• [WHAT IS REQUIRED] Find and copy each line of the records where the string "Longspur" shows up.

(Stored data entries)

_____

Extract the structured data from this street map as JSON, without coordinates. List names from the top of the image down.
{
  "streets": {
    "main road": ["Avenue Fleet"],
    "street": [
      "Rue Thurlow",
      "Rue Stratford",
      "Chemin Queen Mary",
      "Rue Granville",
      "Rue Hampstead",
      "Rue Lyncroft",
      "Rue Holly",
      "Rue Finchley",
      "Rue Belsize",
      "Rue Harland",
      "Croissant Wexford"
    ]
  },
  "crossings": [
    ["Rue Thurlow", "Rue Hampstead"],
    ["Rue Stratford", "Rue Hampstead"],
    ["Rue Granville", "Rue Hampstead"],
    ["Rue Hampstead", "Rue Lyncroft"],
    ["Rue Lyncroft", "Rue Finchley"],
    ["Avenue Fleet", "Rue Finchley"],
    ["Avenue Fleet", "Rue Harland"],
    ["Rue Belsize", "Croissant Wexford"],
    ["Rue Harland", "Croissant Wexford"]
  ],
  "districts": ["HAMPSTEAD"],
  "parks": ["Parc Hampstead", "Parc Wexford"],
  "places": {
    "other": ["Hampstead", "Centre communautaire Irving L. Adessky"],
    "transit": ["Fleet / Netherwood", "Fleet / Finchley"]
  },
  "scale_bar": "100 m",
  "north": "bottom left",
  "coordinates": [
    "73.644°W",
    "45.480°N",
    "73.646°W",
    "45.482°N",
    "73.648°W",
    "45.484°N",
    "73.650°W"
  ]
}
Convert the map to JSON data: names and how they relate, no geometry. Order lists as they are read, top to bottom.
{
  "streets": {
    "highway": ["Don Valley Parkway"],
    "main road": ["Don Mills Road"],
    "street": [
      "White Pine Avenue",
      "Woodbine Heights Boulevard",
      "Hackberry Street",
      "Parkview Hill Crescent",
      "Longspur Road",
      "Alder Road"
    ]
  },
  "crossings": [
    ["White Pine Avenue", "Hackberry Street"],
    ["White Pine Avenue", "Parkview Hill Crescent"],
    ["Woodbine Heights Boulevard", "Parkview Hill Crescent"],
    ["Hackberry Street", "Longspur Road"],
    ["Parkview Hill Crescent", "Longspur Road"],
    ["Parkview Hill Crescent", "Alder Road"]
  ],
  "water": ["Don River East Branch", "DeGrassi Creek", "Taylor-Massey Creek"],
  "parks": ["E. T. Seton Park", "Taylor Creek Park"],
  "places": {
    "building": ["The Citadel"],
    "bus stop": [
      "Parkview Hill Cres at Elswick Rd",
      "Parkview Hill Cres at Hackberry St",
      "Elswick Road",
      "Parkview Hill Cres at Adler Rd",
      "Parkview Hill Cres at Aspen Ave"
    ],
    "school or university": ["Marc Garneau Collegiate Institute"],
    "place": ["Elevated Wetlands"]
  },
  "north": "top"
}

_____

• [SOLUTION TO THIS PROBLEM]
      "Longspur Road",
    ["Hackberry Street", "Longspur Road"],
    ["Parkview Hill Crescent", "Longspur Road"],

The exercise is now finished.